5 Books By Women That Should Be on the National Book Awards List
This week’s literary excitement was a classic good news/bad news situation. The good news: the National Book Awards, one of the most prestigious prizes in the literary world, announced its longlist for nonfiction nominees. The bad news: only one of the books on a list of ten was by a woman, despite a year that has been chock-a-block with beautiful, interesting, scathing, controversial, and intelligent writing from both genders.

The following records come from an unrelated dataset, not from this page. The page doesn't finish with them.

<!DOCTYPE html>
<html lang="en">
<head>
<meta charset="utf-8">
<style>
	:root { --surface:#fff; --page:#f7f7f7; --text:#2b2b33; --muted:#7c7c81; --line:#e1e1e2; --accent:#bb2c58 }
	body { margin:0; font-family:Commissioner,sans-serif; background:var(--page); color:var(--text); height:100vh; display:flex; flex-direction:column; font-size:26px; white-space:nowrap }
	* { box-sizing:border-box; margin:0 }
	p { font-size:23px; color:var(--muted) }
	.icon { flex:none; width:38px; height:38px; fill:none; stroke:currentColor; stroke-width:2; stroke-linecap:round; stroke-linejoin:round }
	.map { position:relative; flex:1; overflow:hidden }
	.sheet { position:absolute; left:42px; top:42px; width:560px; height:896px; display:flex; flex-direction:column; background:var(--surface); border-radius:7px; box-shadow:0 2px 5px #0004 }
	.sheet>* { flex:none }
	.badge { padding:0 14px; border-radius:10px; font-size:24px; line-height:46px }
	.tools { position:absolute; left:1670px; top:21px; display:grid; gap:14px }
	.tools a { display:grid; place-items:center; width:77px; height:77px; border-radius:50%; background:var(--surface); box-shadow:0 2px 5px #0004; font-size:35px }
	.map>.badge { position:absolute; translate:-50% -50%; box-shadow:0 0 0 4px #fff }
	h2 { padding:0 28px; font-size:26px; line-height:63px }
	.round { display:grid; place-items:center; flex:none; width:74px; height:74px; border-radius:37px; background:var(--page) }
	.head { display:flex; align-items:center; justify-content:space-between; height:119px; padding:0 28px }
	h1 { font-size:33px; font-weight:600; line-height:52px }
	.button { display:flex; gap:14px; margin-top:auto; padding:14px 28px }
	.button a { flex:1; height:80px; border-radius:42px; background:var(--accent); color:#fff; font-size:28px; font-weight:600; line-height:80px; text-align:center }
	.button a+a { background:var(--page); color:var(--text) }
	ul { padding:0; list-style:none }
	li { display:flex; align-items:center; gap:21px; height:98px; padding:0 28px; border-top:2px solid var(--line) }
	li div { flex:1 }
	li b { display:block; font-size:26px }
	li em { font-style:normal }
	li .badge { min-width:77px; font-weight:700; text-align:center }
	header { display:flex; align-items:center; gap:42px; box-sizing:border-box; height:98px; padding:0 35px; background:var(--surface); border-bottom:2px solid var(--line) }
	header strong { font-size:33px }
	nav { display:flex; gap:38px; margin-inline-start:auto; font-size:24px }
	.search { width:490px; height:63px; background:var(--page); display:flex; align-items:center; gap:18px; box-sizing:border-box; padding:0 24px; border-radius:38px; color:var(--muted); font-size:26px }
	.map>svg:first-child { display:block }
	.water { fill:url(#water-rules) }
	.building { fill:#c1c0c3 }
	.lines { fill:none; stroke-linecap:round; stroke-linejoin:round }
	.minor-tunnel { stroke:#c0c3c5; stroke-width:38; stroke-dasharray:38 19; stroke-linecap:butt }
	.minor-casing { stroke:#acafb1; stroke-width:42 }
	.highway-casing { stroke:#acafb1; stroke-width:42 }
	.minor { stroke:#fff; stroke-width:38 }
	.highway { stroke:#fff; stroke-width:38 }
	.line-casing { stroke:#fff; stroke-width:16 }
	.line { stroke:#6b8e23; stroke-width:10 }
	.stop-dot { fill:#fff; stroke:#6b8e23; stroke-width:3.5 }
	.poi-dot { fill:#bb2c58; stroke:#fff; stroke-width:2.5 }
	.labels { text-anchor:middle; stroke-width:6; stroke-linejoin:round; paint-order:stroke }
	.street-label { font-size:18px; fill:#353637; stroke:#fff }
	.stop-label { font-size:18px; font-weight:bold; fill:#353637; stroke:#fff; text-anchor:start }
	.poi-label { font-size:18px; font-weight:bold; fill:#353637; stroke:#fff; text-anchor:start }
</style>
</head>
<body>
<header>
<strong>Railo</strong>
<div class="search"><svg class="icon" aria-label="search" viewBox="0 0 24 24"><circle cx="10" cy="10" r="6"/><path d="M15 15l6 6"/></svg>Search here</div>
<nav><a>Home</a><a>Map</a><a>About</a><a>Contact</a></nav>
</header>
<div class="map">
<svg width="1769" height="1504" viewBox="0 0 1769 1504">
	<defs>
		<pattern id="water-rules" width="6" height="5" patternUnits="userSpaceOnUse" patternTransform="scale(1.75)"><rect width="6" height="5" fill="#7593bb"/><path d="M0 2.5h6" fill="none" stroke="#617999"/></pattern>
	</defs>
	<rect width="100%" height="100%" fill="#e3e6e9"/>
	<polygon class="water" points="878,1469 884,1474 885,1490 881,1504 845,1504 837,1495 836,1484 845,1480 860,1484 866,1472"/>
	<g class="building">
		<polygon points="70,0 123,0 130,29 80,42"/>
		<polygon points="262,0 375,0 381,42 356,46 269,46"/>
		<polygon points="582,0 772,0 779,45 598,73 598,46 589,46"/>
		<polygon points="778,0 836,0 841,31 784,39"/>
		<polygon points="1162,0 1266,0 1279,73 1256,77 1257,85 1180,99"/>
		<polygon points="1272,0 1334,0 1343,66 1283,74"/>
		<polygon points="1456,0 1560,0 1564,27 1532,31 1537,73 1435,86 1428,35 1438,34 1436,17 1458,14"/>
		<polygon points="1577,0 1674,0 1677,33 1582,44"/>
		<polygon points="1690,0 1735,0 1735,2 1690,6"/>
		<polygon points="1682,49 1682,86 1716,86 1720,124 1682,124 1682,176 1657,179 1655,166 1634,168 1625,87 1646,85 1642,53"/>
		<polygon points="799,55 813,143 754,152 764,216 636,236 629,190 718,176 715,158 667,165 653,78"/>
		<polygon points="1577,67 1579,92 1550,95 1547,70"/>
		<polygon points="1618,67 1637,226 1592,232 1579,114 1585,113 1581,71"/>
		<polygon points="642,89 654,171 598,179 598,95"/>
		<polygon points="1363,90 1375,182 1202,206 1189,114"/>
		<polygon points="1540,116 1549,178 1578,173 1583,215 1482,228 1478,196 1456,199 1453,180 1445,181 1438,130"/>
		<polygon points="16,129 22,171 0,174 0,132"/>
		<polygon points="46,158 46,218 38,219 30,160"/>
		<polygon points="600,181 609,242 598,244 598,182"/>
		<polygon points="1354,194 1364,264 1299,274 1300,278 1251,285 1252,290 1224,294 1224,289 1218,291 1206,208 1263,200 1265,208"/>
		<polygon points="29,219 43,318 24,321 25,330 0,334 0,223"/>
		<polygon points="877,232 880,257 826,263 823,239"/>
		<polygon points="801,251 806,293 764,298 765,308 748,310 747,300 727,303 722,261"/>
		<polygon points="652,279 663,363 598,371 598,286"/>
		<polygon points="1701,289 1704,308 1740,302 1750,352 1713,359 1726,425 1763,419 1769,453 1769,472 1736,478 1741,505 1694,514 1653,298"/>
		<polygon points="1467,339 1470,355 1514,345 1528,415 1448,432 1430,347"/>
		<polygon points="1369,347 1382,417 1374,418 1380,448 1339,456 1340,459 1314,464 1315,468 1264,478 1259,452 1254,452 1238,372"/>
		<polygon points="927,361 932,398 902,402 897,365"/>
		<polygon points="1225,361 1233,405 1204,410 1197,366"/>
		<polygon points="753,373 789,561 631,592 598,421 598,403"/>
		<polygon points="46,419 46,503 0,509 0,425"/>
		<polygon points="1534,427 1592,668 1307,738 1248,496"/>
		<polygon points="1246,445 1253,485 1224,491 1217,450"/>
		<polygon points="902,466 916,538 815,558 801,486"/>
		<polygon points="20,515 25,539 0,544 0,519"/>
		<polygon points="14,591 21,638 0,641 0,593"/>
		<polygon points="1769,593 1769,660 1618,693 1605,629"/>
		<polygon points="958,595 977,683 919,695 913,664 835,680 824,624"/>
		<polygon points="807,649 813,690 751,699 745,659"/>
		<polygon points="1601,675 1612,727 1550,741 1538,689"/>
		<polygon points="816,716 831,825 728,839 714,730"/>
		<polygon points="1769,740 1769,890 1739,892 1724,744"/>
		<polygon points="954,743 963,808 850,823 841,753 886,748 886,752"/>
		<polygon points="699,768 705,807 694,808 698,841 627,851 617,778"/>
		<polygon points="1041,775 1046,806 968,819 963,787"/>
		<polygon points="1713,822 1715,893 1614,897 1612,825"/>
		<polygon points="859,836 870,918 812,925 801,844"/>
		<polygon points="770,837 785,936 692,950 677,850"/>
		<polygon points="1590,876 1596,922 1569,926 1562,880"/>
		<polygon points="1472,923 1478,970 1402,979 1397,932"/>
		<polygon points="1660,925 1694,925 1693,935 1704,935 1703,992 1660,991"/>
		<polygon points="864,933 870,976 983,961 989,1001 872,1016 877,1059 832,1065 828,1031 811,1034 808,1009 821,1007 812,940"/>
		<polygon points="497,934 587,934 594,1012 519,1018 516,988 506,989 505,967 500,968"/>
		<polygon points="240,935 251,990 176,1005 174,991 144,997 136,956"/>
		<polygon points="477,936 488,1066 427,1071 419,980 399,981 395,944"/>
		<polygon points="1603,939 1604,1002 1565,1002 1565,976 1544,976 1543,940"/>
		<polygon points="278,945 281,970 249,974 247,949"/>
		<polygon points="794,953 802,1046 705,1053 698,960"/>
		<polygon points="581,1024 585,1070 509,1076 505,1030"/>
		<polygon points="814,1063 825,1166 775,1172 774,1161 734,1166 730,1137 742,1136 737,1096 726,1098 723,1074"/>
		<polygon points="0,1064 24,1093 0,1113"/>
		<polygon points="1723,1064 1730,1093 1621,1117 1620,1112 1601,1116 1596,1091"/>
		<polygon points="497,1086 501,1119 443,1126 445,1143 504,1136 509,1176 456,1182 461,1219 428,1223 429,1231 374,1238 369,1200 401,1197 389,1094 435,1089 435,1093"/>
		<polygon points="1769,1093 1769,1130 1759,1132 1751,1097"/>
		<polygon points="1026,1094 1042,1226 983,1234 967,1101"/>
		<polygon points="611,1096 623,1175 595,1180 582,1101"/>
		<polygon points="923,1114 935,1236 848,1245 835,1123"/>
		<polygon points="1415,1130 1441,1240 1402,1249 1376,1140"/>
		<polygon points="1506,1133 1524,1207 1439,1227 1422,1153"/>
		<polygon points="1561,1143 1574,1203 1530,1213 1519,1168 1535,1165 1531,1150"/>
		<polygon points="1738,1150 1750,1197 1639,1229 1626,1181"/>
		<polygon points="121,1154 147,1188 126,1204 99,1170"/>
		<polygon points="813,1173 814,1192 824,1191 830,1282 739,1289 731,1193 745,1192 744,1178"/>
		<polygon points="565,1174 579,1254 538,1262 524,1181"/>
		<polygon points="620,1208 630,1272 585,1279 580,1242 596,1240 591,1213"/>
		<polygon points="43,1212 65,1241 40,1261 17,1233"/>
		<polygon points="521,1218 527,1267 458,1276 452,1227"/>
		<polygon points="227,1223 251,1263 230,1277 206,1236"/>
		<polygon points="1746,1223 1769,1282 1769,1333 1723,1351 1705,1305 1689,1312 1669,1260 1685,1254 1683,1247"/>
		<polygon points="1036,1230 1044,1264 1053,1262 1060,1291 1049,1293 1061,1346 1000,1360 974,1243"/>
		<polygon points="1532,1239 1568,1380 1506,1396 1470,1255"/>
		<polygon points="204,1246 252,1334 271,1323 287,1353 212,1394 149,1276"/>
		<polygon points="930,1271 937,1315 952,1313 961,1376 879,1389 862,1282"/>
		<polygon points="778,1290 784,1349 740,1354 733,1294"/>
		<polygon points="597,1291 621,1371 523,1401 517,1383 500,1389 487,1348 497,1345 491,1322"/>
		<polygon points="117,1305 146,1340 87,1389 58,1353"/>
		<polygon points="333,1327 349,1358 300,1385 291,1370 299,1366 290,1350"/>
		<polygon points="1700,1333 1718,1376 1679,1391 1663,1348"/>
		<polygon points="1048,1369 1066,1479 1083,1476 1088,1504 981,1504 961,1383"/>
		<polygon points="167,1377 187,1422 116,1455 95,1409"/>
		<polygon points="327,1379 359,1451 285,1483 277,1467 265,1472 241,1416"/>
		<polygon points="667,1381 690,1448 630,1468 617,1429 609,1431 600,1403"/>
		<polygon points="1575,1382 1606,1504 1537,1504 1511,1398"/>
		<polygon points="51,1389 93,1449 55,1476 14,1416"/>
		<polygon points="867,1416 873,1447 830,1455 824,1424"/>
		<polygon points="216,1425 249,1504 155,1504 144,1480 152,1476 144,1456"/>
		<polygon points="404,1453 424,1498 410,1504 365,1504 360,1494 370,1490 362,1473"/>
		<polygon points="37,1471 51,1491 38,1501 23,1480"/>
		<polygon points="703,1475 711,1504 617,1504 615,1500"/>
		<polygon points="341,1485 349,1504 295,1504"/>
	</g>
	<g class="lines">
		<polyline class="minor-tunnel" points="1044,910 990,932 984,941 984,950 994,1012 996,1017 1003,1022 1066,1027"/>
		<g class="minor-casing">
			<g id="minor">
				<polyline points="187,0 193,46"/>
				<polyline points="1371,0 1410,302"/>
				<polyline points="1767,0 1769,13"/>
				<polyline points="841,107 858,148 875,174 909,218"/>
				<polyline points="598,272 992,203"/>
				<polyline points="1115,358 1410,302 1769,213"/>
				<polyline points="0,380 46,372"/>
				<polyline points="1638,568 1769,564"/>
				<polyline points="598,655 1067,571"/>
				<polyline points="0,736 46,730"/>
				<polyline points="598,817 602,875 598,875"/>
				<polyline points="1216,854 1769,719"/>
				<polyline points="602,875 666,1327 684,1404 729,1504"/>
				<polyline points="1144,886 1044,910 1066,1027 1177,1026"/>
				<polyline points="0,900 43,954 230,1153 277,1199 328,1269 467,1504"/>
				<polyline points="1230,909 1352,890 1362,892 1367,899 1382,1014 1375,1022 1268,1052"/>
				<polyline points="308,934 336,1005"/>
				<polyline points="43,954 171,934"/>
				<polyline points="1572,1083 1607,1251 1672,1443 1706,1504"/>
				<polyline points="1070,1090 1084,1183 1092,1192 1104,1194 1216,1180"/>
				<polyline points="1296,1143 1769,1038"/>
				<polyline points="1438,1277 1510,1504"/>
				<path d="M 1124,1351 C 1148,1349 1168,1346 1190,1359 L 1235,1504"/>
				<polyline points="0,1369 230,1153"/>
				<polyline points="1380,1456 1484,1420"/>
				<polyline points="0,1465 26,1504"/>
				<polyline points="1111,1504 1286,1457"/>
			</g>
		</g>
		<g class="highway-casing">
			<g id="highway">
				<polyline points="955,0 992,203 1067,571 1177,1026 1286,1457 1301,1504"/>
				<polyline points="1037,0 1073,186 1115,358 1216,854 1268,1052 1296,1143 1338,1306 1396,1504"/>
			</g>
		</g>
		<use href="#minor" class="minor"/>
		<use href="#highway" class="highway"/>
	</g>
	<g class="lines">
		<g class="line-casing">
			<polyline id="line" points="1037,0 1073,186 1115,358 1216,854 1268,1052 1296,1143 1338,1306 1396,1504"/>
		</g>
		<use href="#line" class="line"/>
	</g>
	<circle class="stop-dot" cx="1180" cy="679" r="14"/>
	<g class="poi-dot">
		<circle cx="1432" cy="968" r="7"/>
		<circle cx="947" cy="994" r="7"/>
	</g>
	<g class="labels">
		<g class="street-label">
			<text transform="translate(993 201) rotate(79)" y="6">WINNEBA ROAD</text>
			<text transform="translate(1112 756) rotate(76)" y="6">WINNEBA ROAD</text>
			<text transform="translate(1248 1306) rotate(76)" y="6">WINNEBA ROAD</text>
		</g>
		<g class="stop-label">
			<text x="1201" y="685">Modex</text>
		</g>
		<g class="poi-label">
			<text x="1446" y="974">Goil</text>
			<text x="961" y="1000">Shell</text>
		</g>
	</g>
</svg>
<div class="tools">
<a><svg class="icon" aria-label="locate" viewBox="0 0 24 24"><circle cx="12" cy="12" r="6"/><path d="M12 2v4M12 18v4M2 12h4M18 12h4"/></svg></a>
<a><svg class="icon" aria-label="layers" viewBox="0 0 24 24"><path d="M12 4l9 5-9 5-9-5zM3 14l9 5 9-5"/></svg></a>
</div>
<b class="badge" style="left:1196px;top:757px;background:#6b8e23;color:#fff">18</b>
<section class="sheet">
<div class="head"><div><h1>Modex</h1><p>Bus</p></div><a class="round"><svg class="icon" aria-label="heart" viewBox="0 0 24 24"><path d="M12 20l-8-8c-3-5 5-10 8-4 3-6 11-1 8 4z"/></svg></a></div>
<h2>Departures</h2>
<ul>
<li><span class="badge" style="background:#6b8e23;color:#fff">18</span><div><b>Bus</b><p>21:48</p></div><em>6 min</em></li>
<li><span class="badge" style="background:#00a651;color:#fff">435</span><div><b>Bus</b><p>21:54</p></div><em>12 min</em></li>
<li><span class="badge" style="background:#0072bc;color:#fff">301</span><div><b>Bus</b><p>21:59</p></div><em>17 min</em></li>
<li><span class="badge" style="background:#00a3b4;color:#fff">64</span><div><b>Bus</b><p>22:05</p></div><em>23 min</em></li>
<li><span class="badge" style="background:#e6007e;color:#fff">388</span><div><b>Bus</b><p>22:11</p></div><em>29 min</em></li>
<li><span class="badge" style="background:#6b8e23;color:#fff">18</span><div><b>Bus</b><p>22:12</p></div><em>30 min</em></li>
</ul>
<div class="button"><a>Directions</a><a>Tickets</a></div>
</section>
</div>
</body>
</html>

The sole female-penned nonfiction book, Can’t We Talk About Something More Pleasant? by the brilliant graphic novelist and New Yorker cartoonist Roz Chast, is a memoir about coping with her parents aging. It’s a book much deserving of the nod, but it’s far from the only one we would choose. As Michelle Dean points out at Gawker, the book awards “are by and large marketing tools and engines for light cocktail party conversation.” As with every awards ceremony, there are bound to be disappointments, but for the field to be so dominated by men means that many excellent nonfiction works written by women have been passed over. And it’s not that there are none deserving. In fact, here are a few nonfiction books that we think should have gotten the nod.
1. The Empathy Exams by Leslie Jamison
A moving collection of essays that explores the human condition, Jamison’s book is a tremendously intelligent, interesting volume that earned high praise from critics.
2. Bad Feminist by Roxane Gay
Exploring everything from Chris Brown to Girls to the implicit “rules” of feminism, Bad Feminist is a book from a writer who is as sharp as she is compassionate, and another one we would nominate.
3. Men We Reaped by Jesmyn Ward
Ward already has one National Book Award under her belt for the wrenching Katrina novel Salvage the Bones, but her memoir is equally as unsparing and award-worthy.
4. Demon Camp: A Soldiers Exorcism by Jennifer Percy
A riveting, elegantly-reported book about a soldier who visits an “exorcist” camp in order to cure symptoms of PTSD, including being visited by images of his dead friends.
5. The Sixth Extinction by Elizabeth Kolbert
The New Yorker writer takes a hard look at the data around climate change and the potential–and current–ramifications of global warming.